Tucker's visual presentation was gnarly in the way anyone who revels in the aesthetics of ugly bug funk could appreciate -- huge masses of pupae, rotting food crawling with insects, et cetera. "This is a mausoleum," he said, pointing at some crypts on the screen. "Sometimes you have to be a detective. How does the larvae live? What does it need? You have to solve that problem." Tucker's stories were hugely entertaining. Next up were fruit flies, or Drosophilidae: small gray bodies, red eyes, with wings that have cross veins. He talked about the difference between Drosophila repleta versus the more common D. melanogaster. They love rotting vegetables and fruit. "Ground zero for Drosophila melanogaster is bananas," he said, before listing a lot of these flies' favorite places -- rotting plants, rotten cacti, salad bars. They live eight to 10 days, sometimes longer. D. repleta, on the other hand, likes feces, and is found in nursing homes, and is the number-one pest in poultry facilities. It also likes sewage and rotting fruit. Shore flies like algae, and are found aims overwatered plants.

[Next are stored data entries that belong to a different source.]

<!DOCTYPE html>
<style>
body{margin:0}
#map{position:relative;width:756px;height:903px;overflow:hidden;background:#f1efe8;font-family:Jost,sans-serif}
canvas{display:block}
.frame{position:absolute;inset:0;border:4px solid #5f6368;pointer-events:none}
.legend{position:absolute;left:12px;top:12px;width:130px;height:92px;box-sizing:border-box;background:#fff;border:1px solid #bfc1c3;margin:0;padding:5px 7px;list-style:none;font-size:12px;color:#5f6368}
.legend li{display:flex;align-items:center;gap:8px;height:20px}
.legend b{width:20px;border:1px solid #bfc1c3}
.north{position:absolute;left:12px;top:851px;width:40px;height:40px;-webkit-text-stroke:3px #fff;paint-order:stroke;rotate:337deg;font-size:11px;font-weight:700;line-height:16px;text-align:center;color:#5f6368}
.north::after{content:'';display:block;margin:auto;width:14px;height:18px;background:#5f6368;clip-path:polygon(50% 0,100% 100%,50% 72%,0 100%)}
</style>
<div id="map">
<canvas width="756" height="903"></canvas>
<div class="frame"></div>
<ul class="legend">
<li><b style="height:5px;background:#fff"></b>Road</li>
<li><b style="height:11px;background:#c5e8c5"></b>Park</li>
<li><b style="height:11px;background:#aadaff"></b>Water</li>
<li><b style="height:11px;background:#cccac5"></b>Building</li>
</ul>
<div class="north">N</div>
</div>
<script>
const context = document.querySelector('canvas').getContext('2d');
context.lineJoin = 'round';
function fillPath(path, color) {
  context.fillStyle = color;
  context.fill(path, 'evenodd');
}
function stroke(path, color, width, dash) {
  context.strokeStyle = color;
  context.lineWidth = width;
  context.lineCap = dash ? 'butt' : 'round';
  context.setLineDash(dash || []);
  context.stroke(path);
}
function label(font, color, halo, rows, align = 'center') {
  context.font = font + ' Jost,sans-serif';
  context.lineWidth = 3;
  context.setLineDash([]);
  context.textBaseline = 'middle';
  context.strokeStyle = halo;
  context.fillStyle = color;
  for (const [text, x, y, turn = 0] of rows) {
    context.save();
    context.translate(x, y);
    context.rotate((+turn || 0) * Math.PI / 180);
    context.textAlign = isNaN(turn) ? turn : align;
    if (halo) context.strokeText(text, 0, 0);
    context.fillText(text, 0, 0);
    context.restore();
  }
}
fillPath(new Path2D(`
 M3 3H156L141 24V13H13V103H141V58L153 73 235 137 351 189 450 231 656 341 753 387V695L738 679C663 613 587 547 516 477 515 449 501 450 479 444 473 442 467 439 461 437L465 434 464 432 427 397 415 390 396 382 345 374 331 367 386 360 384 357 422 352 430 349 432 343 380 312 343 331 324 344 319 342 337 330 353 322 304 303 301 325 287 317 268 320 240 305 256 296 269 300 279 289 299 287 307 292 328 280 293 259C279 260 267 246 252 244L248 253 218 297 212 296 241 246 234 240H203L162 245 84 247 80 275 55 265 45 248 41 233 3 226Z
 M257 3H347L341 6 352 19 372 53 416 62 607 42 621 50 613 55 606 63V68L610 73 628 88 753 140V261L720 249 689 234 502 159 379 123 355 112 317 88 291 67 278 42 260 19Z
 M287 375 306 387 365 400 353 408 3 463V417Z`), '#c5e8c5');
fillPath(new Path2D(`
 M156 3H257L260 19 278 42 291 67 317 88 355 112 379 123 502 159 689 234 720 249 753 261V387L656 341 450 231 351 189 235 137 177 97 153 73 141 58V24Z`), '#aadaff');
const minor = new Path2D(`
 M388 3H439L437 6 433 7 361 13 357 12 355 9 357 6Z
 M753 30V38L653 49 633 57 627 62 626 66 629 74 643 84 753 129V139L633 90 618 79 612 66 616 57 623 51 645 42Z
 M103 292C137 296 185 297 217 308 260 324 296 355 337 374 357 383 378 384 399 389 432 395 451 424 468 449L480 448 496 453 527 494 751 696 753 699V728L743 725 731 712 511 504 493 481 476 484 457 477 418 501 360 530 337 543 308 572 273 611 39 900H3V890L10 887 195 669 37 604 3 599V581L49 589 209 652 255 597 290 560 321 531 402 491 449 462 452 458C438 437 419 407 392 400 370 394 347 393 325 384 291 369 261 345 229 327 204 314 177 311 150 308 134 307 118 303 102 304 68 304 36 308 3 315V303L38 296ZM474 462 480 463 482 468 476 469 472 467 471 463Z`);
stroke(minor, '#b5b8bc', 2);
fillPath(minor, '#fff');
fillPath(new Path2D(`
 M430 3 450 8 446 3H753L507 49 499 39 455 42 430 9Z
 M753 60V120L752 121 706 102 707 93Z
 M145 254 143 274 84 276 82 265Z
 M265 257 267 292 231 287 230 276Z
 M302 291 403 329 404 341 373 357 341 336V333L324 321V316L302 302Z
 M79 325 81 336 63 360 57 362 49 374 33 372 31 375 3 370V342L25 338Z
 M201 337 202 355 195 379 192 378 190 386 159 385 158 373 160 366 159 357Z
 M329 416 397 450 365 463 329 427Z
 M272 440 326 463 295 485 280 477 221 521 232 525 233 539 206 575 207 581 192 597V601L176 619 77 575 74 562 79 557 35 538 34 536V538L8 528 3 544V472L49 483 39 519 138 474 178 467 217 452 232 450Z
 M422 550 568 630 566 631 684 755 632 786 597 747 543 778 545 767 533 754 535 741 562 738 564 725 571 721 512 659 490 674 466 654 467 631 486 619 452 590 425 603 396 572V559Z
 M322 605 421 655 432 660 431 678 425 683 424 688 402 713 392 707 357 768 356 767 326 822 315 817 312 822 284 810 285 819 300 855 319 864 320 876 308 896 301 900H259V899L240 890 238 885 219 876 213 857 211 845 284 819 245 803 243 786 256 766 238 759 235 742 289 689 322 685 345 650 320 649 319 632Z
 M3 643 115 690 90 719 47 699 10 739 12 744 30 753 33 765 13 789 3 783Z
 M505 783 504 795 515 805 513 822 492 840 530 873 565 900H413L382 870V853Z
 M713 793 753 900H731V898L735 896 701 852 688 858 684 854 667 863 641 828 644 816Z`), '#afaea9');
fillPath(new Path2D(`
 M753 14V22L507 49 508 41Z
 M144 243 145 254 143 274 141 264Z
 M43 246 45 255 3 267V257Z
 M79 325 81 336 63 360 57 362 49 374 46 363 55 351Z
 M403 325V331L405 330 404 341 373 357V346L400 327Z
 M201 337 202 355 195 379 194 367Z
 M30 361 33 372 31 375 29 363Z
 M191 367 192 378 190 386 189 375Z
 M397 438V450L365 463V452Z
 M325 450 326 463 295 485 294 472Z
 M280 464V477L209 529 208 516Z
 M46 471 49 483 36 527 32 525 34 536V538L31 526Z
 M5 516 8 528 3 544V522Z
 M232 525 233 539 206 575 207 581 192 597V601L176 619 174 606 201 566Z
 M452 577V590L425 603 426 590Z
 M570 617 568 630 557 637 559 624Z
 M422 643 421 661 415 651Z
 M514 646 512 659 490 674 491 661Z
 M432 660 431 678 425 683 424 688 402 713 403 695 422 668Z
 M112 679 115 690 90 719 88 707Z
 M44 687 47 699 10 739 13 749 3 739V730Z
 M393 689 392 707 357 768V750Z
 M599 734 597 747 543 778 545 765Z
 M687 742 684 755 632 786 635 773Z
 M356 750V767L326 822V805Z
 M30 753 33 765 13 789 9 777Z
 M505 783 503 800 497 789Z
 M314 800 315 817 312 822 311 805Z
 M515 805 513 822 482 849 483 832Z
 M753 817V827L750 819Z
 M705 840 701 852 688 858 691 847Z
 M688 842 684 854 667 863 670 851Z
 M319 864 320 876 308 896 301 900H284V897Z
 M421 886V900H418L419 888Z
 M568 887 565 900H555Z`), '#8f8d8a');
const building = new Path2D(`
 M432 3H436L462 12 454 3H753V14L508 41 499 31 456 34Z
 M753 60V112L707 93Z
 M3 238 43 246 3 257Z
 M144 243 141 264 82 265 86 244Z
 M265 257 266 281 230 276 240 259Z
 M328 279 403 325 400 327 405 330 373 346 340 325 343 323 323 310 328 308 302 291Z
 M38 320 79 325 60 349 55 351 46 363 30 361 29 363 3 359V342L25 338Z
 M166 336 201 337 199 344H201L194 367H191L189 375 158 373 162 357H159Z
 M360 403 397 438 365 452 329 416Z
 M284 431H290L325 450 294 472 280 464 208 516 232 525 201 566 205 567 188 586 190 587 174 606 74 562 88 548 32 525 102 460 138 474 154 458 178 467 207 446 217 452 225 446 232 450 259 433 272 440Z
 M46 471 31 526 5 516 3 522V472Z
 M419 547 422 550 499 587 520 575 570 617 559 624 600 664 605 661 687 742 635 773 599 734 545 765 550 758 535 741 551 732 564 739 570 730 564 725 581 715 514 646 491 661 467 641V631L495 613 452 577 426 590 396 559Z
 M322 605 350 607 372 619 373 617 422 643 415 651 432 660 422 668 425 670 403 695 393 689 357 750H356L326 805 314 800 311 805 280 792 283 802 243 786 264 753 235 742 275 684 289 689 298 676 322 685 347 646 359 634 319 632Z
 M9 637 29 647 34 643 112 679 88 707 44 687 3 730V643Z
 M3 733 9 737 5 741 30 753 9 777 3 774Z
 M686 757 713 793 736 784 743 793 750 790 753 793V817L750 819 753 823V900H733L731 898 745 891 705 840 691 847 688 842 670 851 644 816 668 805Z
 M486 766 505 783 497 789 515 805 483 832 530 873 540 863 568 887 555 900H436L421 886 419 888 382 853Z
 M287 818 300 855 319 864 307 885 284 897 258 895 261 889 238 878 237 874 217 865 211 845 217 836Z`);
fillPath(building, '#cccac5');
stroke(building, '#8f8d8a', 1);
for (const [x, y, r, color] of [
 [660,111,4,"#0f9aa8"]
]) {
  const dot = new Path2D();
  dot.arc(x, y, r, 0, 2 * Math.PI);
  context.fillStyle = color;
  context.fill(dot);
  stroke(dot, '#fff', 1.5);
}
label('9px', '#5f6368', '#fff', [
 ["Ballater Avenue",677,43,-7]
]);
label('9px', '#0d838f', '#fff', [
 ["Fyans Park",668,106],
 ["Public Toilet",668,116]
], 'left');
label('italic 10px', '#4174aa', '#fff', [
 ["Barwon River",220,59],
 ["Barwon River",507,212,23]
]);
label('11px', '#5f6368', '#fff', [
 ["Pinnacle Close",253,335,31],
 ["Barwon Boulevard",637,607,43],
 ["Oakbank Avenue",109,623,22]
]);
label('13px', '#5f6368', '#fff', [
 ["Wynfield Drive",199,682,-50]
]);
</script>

Moth flies, or sand flies, (Psychodidae) are covered with hairs and don't like to fly. they can cause Leishmaniasis, a festering skin infection. Larvae are found in drains, sewers, plumbing lines and poor drainage systems. They like slime, and in the water itself. "I'd be willing to say that every office drain in America has moth fly larvae," he said. Last was fungus gnats -- Fungivoridae, et al. They look like mosquitoes but don't bite. Indoors, they are house plant pests. Their season runs from Halloween through New Years Day, typically on poinsettias. They are a big problem in office plants. He concluded by saying that in every detective story, there is an answer: larvae. Find the adults to identify the pest, then find the larvae, and then talk to the customer.